--- What to do ---
Scan the entries below and extract each line with the word "green" in it.

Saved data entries
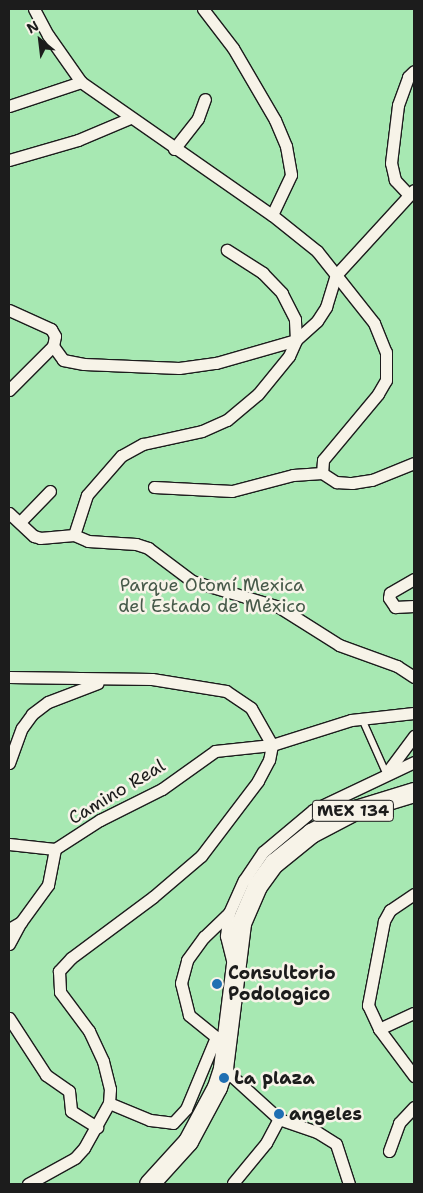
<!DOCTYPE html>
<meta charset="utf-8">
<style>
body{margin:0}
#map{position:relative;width:423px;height:1193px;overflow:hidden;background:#eddad9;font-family:"Shantell Sans",sans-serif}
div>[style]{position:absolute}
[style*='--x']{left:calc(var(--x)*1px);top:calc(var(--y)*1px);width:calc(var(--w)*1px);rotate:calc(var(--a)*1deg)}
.green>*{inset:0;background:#a7e8b2;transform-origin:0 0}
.roads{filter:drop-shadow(1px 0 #1c1c1c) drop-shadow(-1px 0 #1c1c1c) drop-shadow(0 1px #1c1c1c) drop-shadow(0 -1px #1c1c1c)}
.service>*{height:5.5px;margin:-2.75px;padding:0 2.75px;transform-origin:2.75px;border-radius:2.75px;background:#f7f3e8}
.minor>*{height:11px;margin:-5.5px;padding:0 5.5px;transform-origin:5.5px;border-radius:5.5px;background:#f7f3e8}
.primary>*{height:19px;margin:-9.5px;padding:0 9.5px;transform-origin:9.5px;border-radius:9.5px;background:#f7f3e8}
.dots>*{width:14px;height:14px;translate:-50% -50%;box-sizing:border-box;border:2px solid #f7f3e8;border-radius:50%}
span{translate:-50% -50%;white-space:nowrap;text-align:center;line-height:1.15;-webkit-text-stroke:5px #f7f3e8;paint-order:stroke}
.shield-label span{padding:1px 4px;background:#f7f3e8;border:1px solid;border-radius:4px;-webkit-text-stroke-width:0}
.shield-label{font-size:16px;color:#1c1c1c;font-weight:700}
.park-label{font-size:18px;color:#465949}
.street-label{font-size:18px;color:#1c1c1c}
.poi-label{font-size:18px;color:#1c1c1c;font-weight:700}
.left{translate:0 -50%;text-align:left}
.frame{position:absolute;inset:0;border:10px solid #1c1c1c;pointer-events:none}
.north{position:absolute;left:15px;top:15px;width:50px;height:50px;-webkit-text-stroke:4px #f7f3e8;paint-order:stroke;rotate:331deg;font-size:14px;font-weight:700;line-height:20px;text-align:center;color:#1c1c1c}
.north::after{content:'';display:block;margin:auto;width:18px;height:22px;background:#1c1c1c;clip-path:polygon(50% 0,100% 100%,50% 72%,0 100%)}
</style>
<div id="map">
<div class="green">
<div style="left:9px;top:9px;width:405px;height:1175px"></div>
</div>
<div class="roads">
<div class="service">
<div style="--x:362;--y:718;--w:59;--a:66"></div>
</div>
<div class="minor">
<div style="--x:34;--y:9;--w:30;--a:62"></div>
<div style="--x:48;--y:35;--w:57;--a:54.9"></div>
<div style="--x:81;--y:82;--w:233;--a:34.9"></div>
<div style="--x:272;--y:215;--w:58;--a:38.7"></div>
<div style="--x:317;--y:251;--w:92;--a:51.6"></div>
<div style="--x:374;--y:323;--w:31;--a:68"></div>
<div style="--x:386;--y:352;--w:28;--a:90"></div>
<div style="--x:386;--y:380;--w:16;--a:120"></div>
<div style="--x:378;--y:394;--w:86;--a:129.8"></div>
<div style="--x:323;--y:460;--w:13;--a:94"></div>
<div style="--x:203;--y:9;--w:49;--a:52.4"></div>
<div style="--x:233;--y:48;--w:83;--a:59.7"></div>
<div style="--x:275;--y:120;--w:28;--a:67"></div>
<div style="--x:286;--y:146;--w:29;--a:80"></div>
<div style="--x:291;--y:175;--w:44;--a:115.4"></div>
<div style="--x:9;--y:106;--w:76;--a:-18.4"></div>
<div style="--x:174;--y:149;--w:39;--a:-52"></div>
<div style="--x:198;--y:118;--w:20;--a:-70"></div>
<div style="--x:9;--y:160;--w:72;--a:-16.2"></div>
<div style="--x:78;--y:140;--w:56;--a:-22.9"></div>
<div style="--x:409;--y:195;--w:21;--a:-133"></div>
<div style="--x:395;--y:180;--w:17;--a:-103"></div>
<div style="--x:391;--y:163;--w:58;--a:-83.1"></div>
<div style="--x:398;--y:105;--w:30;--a:-70"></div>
<div style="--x:408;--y:77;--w:8;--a:-45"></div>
<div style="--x:9;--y:310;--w:46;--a:24.3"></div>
<div style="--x:51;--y:329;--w:8;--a:60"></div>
<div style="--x:55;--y:336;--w:10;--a:101"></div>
<div style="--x:53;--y:346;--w:17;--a:54"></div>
<div style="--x:63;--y:360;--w:21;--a:11"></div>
<div style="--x:84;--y:364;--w:95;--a:2.4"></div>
<div style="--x:179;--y:368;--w:37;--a:-8"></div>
<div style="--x:216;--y:363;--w:83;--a:-16"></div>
<div style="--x:296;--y:340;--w:28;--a:-42"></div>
<div style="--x:317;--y:321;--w:17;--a:-57"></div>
<div style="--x:326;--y:307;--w:34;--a:-73"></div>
<div style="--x:336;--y:275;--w:115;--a:-47.5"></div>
<div style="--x:9;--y:390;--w:62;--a:-45"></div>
<div style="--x:322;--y:473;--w:17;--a:33"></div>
<div style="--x:336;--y:482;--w:16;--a:4"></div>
<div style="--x:352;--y:483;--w:20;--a:-9"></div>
<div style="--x:372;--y:480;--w:45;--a:-22"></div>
<div style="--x:154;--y:487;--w:78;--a:2.9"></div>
<div style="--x:232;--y:491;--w:63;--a:-14.7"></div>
<div style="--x:293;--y:475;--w:29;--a:-4"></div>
<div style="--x:9;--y:513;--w:34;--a:43"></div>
<div style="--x:34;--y:536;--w:6;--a:18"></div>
<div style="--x:40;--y:538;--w:34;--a:-5"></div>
<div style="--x:74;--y:535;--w:15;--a:23"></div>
<div style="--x:88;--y:541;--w:48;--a:3.6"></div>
<div style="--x:136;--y:544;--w:13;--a:18"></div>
<div style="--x:148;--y:548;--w:55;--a:36.9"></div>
<div style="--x:192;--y:581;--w:91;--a:16.6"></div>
<div style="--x:279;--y:607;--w:71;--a:32.3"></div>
<div style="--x:339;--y:645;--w:62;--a:19.9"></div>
<div style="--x:397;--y:666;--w:20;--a:33"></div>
<div style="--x:20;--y:522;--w:43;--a:-45.9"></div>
<div style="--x:74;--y:535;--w:42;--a:-72"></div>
<div style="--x:87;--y:495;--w:52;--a:-48.9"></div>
<div style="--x:121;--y:456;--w:25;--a:-29"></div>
<div style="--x:143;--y:444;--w:60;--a:-12.4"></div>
<div style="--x:202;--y:431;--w:27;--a:-24"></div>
<div style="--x:227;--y:420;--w:40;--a:-40"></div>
<div style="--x:258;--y:394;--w:49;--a:-50.8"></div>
<div style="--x:289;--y:356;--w:17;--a:-66"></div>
<div style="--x:296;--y:340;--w:21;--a:-93"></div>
<div style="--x:295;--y:319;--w:29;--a:-117"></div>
<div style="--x:282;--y:293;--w:28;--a:-134"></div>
<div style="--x:263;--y:273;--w:43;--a:-147.4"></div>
<div style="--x:414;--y:579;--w:28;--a:150"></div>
<div style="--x:390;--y:593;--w:5;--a:101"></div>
<div style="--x:389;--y:598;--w:11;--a:56"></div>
<div style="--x:395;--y:607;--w:19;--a:-3"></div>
<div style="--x:9;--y:677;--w:143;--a:0.8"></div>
<div style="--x:152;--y:679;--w:75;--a:9.2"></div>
<div style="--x:226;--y:691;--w:30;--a:34"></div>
<div style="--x:251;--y:708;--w:43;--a:60.4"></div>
<div style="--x:272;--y:745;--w:15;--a:101"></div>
<div style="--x:269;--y:760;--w:24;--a:118"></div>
<div style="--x:258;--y:781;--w:94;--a:127.2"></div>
<div style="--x:201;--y:856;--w:63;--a:139.5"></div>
<div style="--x:153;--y:897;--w:102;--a:143.4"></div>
<div style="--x:71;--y:958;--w:18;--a:133"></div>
<div style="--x:59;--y:971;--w:21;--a:87"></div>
<div style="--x:60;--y:992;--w:49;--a:53.4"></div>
<div style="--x:89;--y:1031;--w:33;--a:65"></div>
<div style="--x:103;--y:1061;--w:29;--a:76"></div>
<div style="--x:110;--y:1089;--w:14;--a:94"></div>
<div style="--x:109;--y:1103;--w:51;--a:119.1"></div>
<div style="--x:84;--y:1148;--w:13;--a:132"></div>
<div style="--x:75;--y:1158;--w:54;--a:151"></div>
<div style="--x:9;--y:763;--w:37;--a:-70"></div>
<div style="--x:22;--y:728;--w:17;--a:-54"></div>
<div style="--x:32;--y:714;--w:20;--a:-37"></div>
<div style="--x:48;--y:702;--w:53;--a:-20.8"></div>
<div style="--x:388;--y:771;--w:44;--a:-53.4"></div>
<div style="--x:9;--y:844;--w:46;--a:6.2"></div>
<div style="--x:55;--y:849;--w:54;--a:-32.8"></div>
<div style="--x:100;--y:820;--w:69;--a:-26.6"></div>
<div style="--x:162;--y:789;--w:65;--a:-35.6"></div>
<div style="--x:215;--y:751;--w:57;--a:-6"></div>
<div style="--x:272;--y:745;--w:83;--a:-17.6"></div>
<div style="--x:351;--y:720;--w:63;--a:-6.3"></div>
<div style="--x:414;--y:894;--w:29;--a:146"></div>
<div style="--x:390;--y:910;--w:13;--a:119"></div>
<div style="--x:384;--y:921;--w:86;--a:100.8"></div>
<div style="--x:368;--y:1005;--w:26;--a:65"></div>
<div style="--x:379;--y:1029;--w:59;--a:53.3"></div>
<div style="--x:9;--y:929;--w:14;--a:-30"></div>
<div style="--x:21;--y:922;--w:46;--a:-53.9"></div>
<div style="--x:48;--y:885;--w:37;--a:-79"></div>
<div style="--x:9;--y:944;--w:24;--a:-62"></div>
<div style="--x:232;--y:960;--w:25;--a:-104"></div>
<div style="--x:226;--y:936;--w:23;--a:-83"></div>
<div style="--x:229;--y:913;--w:36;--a:-66"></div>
<div style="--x:244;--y:880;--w:34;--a:-56"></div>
<div style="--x:263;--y:852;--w:65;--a:-40"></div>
<div style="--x:313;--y:810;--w:112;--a:-25.4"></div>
<div style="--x:9;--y:1018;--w:68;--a:57"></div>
<div style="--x:46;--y:1075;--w:28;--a:35"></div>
<div style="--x:69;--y:1091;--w:20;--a:84"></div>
<div style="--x:71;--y:1111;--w:31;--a:32"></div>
<div style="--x:379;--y:1029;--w:38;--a:-25"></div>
<div style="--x:226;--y:1038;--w:10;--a:-174"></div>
<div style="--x:216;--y:1037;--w:35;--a:-141"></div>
<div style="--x:189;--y:1015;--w:33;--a:-104"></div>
<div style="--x:181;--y:983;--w:24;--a:-75"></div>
<div style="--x:187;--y:960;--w:29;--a:-54"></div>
<div style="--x:204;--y:937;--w:35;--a:-44"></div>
<div style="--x:223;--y:1068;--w:76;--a:42.3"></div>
<div style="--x:279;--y:1119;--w:40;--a:18.9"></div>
<div style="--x:317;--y:1132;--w:22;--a:32"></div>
<div style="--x:336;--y:1144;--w:42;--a:72"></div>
<div style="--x:109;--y:1103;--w:44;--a:22.5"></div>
<div style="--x:150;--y:1120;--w:23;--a:7"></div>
<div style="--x:173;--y:1123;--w:19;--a:-47"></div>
<div style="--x:186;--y:1109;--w:78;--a:-67.4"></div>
<div style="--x:389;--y:1151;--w:30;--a:-70"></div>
<div style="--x:399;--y:1123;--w:22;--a:-47"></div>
<div style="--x:233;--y:1183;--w:52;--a:-50.5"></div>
<div style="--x:266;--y:1143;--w:27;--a:-62"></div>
</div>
<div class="primary">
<div style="--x:149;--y:1184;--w:58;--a:-47.8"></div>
<div style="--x:188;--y:1141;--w:61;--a:-61.8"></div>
<div style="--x:217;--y:1087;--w:20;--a:-72"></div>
<div style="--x:223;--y:1068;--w:146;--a:-82.9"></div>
<div style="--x:241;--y:923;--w:40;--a:-66.6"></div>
<div style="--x:257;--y:886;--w:29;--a:-54"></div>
<div style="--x:274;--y:863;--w:48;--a:-39"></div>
<div style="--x:311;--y:833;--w:50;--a:-27.6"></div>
<div style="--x:355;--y:810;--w:62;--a:-17"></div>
</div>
</div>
<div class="dots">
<div style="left:217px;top:984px;background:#1f6fb2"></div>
<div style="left:224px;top:1078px;background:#1f6fb2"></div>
<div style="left:279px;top:1114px;background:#1f6fb2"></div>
</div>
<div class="shield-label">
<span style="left:353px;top:811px">MEX 134</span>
</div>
<div class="park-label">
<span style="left:212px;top:596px">Parque Otomí Mexica<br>del Estado de México</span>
</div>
<div class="street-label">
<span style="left:117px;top:792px;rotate:-31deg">Camino Real</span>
</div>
<div class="poi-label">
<span class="left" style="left:228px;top:984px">Consultorio<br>Podologico</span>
<span class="left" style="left:234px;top:1078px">La plaza</span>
<span class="left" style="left:289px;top:1114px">angeles</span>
</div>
<div class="frame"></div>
<div class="north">N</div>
</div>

--- Solution to the problem ---
.green>*{inset:0;background:#a7e8b2;transform-origin:0 0}
<div class="green">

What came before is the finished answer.